AVAILABLE RECORDS ▸
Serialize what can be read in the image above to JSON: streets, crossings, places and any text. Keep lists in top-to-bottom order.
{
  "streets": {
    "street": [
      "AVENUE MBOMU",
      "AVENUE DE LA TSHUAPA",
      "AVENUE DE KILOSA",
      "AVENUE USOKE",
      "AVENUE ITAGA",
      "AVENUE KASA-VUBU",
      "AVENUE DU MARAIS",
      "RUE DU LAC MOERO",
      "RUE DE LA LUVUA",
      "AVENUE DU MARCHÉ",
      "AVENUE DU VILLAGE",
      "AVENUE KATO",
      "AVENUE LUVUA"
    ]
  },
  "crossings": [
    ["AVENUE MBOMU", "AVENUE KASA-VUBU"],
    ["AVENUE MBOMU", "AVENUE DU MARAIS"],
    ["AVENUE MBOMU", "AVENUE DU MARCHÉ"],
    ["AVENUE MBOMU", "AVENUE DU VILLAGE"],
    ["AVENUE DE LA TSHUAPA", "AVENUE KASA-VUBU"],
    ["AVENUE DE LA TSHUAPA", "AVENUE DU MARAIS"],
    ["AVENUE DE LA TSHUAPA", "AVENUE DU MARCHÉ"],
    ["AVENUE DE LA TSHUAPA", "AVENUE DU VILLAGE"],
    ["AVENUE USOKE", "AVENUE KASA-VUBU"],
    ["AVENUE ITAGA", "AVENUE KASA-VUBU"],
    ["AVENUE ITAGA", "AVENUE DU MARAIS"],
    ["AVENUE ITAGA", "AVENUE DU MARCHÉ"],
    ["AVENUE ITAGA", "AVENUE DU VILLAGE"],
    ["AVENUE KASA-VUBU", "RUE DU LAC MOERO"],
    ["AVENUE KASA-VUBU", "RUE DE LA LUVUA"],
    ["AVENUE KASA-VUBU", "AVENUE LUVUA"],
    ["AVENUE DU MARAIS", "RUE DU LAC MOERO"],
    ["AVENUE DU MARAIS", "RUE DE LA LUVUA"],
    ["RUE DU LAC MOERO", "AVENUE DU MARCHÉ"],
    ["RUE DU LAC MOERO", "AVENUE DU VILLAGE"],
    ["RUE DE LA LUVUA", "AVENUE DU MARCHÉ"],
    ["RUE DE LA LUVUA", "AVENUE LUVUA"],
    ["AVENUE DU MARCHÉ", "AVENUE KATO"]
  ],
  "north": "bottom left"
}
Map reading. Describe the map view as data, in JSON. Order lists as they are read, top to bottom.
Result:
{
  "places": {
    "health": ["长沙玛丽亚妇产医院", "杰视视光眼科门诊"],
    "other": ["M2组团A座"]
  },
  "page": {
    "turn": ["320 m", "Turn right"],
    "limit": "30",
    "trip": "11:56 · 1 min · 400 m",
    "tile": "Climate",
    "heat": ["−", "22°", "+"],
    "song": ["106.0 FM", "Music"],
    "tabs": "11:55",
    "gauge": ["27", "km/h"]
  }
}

TASK STATEMENT ▸ Please return every line in the data that includes the string "VILLAGE".

EXERCISE RESULT ▸
      "AVENUE DU VILLAGE",
    ["AVENUE MBOMU", "AVENUE DU VILLAGE"],
    ["AVENUE DE LA TSHUAPA", "AVENUE DU VILLAGE"],
    ["AVENUE ITAGA", "AVENUE DU VILLAGE"],
    ["RUE DU LAC MOERO", "AVENUE DU VILLAGE"],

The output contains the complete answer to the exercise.